The Spinal Muscular Atrophy Foundation and BG Medicine have announced a collaboration to discover plasma biomarkers of drug efficacy for spinal muscular atrophy (SMA), the leading genetic cause of mortality in infants and toddlers.
This project seeks to discover a clinically-useful molecular biomarker, which can then be used to monitor the efficacy of potential drugs in clinical trials.
“We are pleased to be launching this important step in drug development efforts for SMA,” said Karen Chen, Director, Pre-Clinical Research for the Foundation. “The identification of relevant biomarkers is key to the successful development of new therapeutics for this devastating disease. The unbiased discovery approach taken in this project will add substantially to our understanding of disease and drug effects.”
Spinal muscular atrophy is a genetic motor neuron disease characterized by the wasting of skeletal muscles. As a result of the progressive degeneration of nerve cells in the spinal cord, the disease leads to increasing muscular weakness and atrophy and premature death from respiratory problems. The SMA Foundation estimates that over 50,000 people currently suffer from SMA in the United States, Europe, and Japan, and that the market potential for a drug to treat SMA ranges from $500 million to $1 billion dollars annually.

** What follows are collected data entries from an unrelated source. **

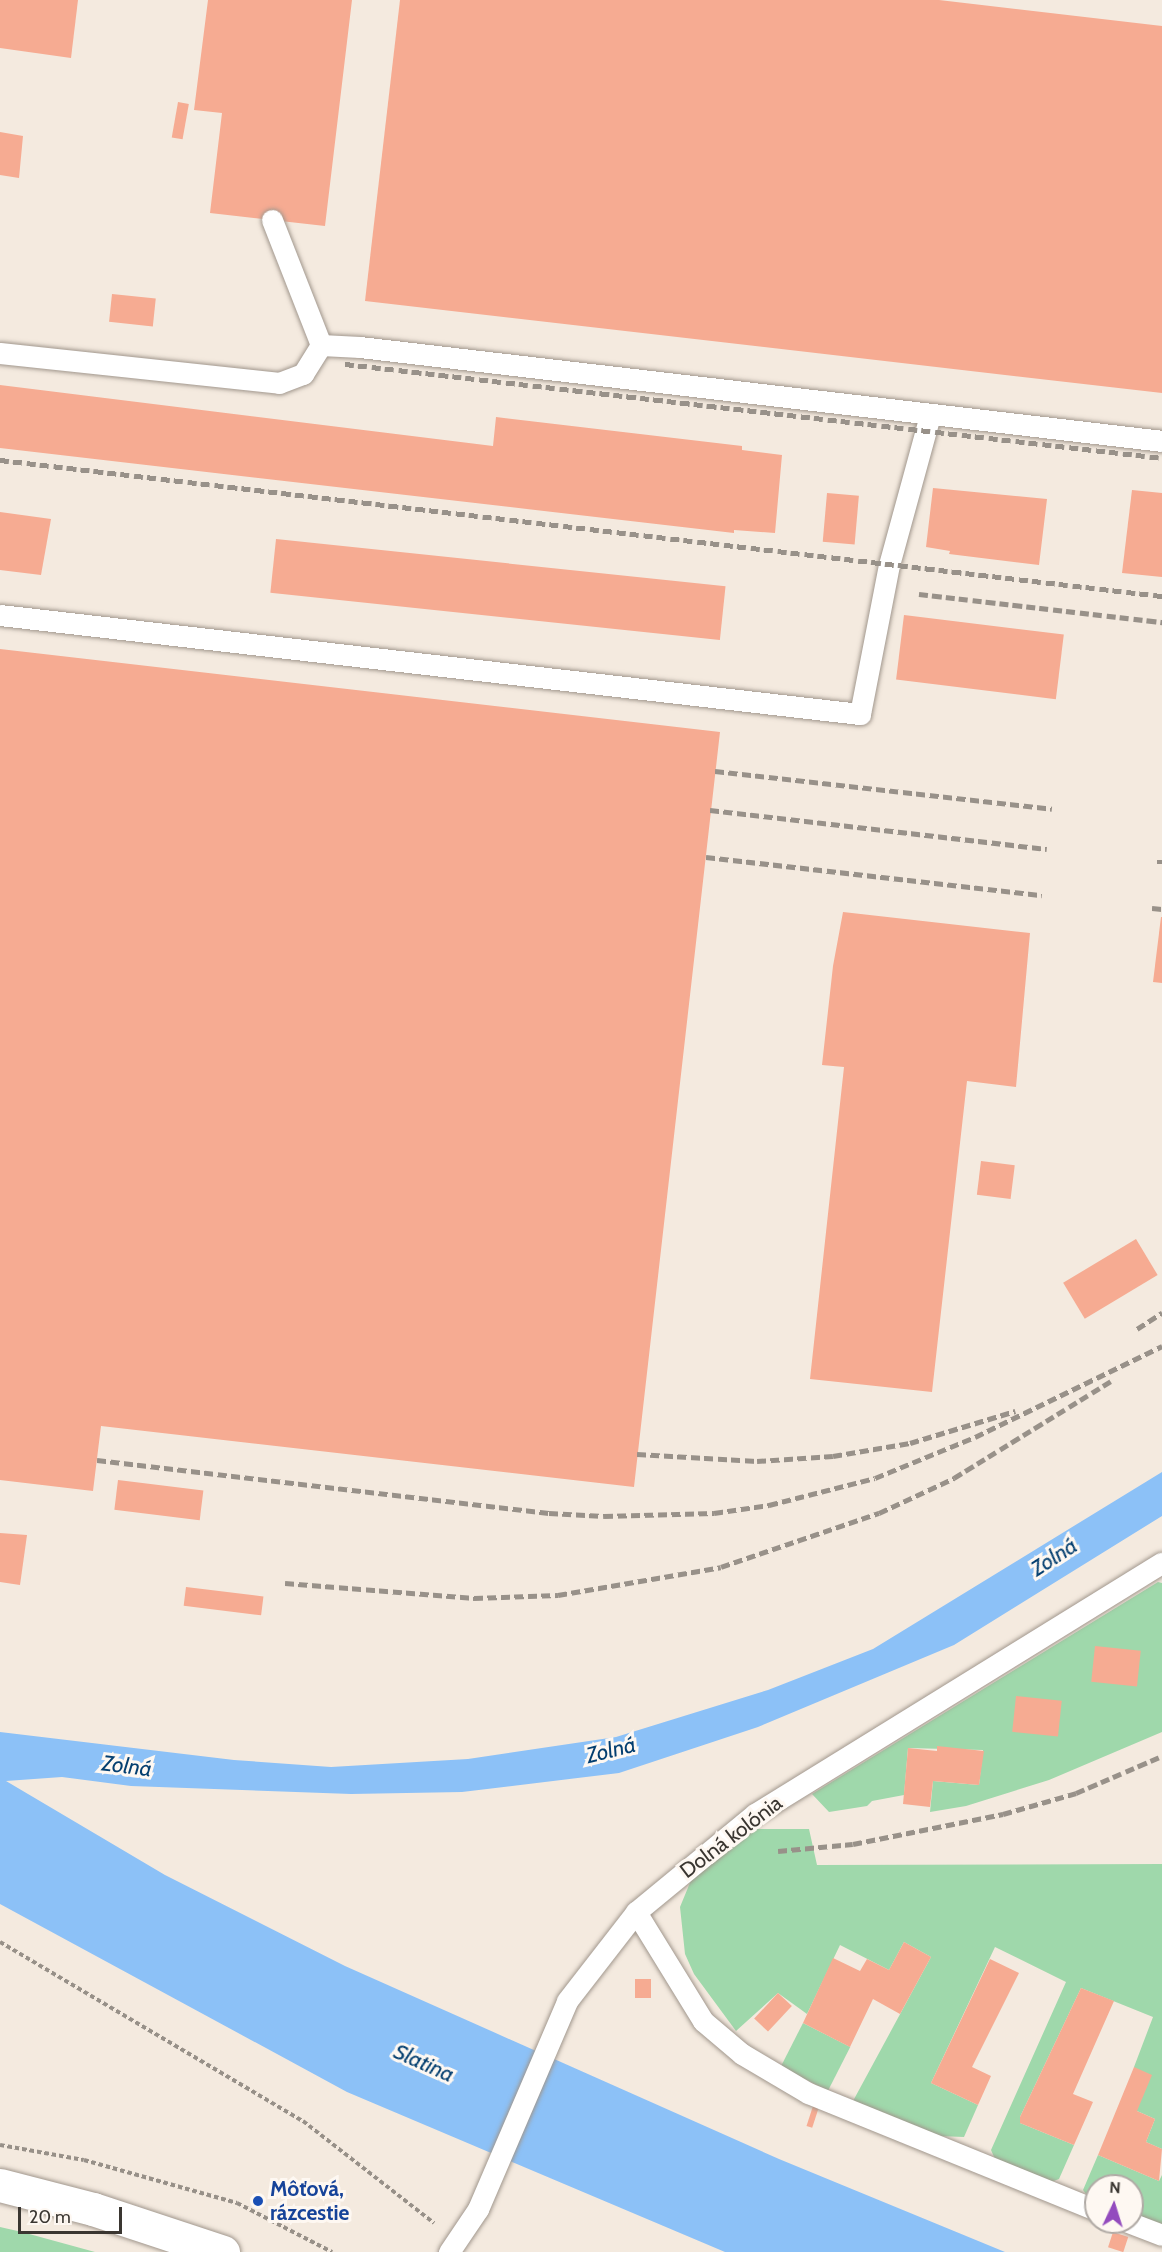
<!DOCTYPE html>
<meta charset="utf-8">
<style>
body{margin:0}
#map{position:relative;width:1162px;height:2252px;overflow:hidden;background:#f4eadf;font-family:Cabin,sans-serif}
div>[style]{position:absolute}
.green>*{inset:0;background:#9fd8ab;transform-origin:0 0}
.water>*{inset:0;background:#8cc1f7}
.building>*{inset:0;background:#f6ab92;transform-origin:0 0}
.path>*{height:4px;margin-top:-2px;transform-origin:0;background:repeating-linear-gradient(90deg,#979088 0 4.5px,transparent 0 7.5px)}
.roads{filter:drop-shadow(0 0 2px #a1978d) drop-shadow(0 0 2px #a1978d)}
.service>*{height:21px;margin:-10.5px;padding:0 10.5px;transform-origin:10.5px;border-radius:10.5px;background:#fff}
.primary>*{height:33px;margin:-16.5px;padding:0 16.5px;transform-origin:16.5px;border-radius:16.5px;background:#fff}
.rail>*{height:4.5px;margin-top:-2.25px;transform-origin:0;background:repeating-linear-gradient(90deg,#989189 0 9px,transparent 0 13.5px)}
.dots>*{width:16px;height:16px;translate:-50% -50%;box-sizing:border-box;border:3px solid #fef8f2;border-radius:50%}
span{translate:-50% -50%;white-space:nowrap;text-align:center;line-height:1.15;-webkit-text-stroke:6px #fef8f2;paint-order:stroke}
.street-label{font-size:21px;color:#3a3631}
.transit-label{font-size:21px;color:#164399;font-weight:700}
.left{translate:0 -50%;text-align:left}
.water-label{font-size:22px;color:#043f70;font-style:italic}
.north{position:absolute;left:1084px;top:2174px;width:60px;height:60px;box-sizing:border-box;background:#fef8f2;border:2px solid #b0aaa5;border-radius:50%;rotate:4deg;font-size:16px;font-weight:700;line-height:24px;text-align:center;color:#3a3631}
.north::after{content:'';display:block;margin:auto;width:21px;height:27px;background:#934bbe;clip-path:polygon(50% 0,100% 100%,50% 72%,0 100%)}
.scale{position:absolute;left:18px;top:2207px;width:104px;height:27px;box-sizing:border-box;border:3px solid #3a3631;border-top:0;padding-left:8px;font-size:18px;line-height:21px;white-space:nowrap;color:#3a3631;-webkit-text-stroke:4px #fef8f2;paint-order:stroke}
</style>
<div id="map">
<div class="green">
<div style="clip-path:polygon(1158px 1582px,1162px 1583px,1162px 1732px,1049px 1780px,966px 1806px,930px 1812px,933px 1781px,979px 1785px,983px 1750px,908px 1748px,904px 1795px,872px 1801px,867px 1806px,829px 1812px,812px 1794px)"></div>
<div style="clip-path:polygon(757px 1829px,809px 1829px,817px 1865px,1162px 1864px,1162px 2149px,1146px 2142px,1155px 2119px,1137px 2111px,1134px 2067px,1153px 2017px,1081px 1988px,1020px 2117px,1020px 2123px,1074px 2145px,1059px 2179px,1051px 2182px,995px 2159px,991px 2150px,1066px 1982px,995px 1947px,931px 2083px,978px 2105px,964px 2137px,938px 2136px,853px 2101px,931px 1957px,904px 1942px,889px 1970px,840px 1945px,807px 2014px,778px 1993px,736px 2031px,694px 1974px,685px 1954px,680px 1907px,694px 1873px,708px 1860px)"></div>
<div style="left:803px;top:2023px;width:53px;height:49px;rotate:27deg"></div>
<div style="clip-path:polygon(1098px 2155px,1159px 2181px,1162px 2175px,1162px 2228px,1132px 2216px,1132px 2186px,1096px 2186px,1096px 2201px,1089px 2198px,1083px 2190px)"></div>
<div style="clip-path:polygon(0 2227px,22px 2232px,95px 2252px,0 2252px)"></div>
</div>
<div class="water">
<div style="clip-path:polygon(1162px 1472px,1162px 1516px,954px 1645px,758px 1727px,619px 1773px,462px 1792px,351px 1794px,131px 1786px,62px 1777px,6px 1781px,165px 1875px,345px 1966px,779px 2159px,1005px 2252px,725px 2252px,347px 2092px,0 1904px,0 1732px,234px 1760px,331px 1767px,468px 1759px,616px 1737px,768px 1690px,873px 1649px)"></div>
</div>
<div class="building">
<div style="clip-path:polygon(0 0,78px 0,71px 58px,0 48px)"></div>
<div style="clip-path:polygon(208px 0,352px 0,325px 226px,210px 213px,222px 113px,194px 110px)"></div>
<div style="clip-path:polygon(400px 0,939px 0,1162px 26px,1162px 393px,365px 301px)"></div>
<div style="left:178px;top:102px;width:11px;height:36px;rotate:10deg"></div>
<div style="clip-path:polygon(0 132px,23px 136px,19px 178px,0 175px)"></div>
<div style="left:112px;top:294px;width:44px;height:28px;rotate:6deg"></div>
<div style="clip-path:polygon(0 385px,493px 446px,496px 417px,742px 446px,742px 450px,782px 455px,775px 533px,734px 530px,734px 533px,0 448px)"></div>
<div style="clip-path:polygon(933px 488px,1047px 499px,1039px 565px,949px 554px,950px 551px,926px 547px)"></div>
<div style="clip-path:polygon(1132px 490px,1162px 493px,1162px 577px,1122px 573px)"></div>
<div style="left:827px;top:493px;width:32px;height:49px;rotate:5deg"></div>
<div style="clip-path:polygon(0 512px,51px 519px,41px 575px,0 570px)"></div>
<div style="left:276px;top:539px;width:452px;height:54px;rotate:6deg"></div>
<div style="left:904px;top:615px;width:161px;height:65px;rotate:7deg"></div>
<div style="clip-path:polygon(0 649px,720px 732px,634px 1487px,101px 1426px,93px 1491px,0 1480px)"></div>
<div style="clip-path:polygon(843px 912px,1030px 933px,1016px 1087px,967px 1081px,932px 1392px,810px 1379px,844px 1067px,822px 1065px,833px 966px)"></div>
<div style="clip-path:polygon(1161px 917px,1162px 917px,1162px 983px,1153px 982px)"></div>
<div style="left:981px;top:1161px;width:34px;height:34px;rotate:7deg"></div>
<div style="left:1136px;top:1239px;width:42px;height:85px;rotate:59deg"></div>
<div style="left:118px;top:1480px;width:86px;height:30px;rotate:7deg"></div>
<div style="clip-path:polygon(0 1533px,27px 1535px,20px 1585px,0 1582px)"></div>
<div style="left:186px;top:1587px;width:78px;height:19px;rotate:7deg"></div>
<div style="left:1095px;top:1646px;width:46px;height:36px;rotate:6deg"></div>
<div style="left:1016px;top:1696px;width:46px;height:36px;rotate:6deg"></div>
<div style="clip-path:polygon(937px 1746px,984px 1751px,979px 1785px,933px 1781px,930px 1807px,903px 1804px,908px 1748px,937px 1751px)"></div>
<div style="clip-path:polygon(904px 1942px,931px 1957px,900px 2014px,873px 1999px,850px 2047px,803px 2023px,833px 1958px,860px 1971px,867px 1959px,889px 1970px)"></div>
<div style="clip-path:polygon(990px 1959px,1019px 1973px,972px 2067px,991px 2076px,978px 2105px,931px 2083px)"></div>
<div style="left:635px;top:1979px;width:16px;height:19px"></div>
<div style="clip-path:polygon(1081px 1988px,1114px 2001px,1073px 2094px,1093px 2102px,1074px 2145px,1020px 2123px,1020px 2117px)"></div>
<div style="left:778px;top:1993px;width:19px;height:35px;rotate:43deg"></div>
<div style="clip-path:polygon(1134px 2067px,1152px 2075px,1137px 2111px,1155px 2119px,1146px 2142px,1162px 2149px,1159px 2181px,1098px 2155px)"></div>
<div style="left:813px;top:2106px;width:6px;height:21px;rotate:18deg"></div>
<div style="left:1113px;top:2232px;width:16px;height:16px;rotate:18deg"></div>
</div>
<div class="path">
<div style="left:0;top:1942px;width:352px;rotate:30.6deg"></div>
<div style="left:303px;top:2121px;width:166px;rotate:37.9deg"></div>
<div style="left:0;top:2145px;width:85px;rotate:10.1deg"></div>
<div style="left:84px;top:2160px;width:159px;rotate:15.7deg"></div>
<div style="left:237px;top:2203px;width:107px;rotate:27.3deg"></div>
</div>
<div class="roads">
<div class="service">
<div style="left:272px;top:220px;width:134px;rotate:68.6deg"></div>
<div style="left:0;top:353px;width:281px;rotate:6.1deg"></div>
<div style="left:279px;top:383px;width:26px;rotate:-21deg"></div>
<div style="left:303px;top:374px;width:34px;rotate:-58deg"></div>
<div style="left:321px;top:345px;width:39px;rotate:3deg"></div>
<div style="left:360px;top:347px;width:807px;rotate:6.68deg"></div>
<div style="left:0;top:615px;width:866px;rotate:6.57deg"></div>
<div style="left:860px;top:714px;width:152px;rotate:-79deg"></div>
<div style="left:889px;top:565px;width:156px;rotate:-74.7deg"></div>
<div style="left:636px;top:1912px;width:128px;rotate:58.4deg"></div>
<div style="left:703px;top:2021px;width:51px;rotate:40.2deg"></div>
<div style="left:742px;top:2054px;width:77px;rotate:30.6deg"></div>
<div style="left:808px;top:2093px;width:311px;rotate:22.1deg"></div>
<div style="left:1128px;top:2222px;width:36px;rotate:21deg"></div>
<div style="left:449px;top:2252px;width:52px;rotate:-56deg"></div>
<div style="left:478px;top:2209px;width:226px;rotate:-66.8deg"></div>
<div style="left:567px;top:2001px;width:113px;rotate:-52.2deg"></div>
<div style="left:636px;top:1912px;width:154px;rotate:-39.5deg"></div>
<div style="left:755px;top:1814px;width:478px;rotate:-31.7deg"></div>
</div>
<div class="primary">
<div style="left:0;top:2185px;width:96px;rotate:14.5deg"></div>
<div style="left:93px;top:2209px;width:137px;rotate:18.3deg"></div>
</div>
</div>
<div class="rail">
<div style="left:345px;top:364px;width:822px;rotate:6.56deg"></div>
<div style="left:0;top:460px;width:1170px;rotate:6.68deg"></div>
<div style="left:919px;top:594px;width:245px;rotate:6.6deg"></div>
<div style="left:715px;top:771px;width:339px;rotate:6.4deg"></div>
<div style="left:710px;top:810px;width:339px;rotate:6.6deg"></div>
<div style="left:706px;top:857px;width:338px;rotate:6.5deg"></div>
<div style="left:1157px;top:862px;width:5px"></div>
<div style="left:1152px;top:908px;width:10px;rotate:6deg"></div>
<div style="left:1137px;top:1329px;width:30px;rotate:-33deg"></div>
<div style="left:637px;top:1454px;width:120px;rotate:3.3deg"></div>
<div style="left:757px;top:1461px;width:76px;rotate:-3.8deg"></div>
<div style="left:833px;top:1456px;width:78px;rotate:-9.6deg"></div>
<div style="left:910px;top:1443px;width:110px;rotate:-16.9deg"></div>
<div style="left:97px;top:1460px;width:455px;rotate:6.7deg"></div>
<div style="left:549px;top:1513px;width:55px;rotate:3.1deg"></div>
<div style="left:604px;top:1516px;width:110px;rotate:-1.6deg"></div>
<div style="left:714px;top:1513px;width:56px;rotate:-8.3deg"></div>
<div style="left:769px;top:1505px;width:109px;rotate:-14.3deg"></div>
<div style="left:875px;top:1478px;width:108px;rotate:-22.3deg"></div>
<div style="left:975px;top:1437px;width:208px;rotate:-25.9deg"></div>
<div style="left:285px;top:1583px;width:190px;rotate:4.5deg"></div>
<div style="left:474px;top:1598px;width:84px;rotate:-2deg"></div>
<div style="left:558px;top:1595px;width:165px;rotate:-9.7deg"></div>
<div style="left:721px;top:1567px;width:167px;rotate:-18.9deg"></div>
<div style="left:879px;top:1513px;width:83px;rotate:-25deg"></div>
<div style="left:954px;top:1478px;width:188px;rotate:-31.7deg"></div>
<div style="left:778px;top:1851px;width:75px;rotate:-5.3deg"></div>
<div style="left:853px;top:1844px;width:153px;rotate:-11.3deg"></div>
<div style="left:1003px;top:1814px;width:76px;rotate:-16deg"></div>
<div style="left:1076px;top:1793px;width:94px;rotate:-23.3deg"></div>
</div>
<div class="dots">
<div style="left:258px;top:2201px;background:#1a4fb4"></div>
</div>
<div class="street-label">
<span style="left:731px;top:1837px;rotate:-37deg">Dolná kolónia</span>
</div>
<div class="transit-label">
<span class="left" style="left:270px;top:2201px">Môťová,<br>rázcestie</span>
</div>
<div class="water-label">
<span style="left:1054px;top:1557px;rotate:-33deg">Zolná</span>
<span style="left:611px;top:1750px;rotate:-14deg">Zolná</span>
<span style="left:127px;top:1766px;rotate:7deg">Zolná</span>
<span style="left:424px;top:2063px;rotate:24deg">Slatina</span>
</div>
<div class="north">N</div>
<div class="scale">20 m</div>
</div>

As candidate drugs become available for SMA, there will be an increasing need for efficient ways to assess their effectiveness in clinical trials. Molecular biomarkers, which can be measured in easily accessible body fluids such as blood plasma, offer a way to conduct smaller and faster -- and thus lower-cost -- clinical studies. In addition, SMA-related biomarkers could facilitate the development of novel therapeutic strategies for SMA. Scientists believe that finding effective treatments for SMA will also contribute to finding treatments for other devastating neurological diseases such as amyotrophic lateral sclerosis (ALS or “Lou Gehrig's Disease”) and Parkinson's disease.
“In this initial study, we hope to identify biomarkers that can be used to evaluate drug efficacy in this orphan disease and thus help to accelerate drug discovery efforts for SMA and other neurodegenerative diseases,” said Dr. Pieter Muntendam, CEO of BG Medicine.
The SMA Foundation intends to make information obtained from the study available for SMA researchers in the hope that such sharing will help to expedite additional research and scientific advancement.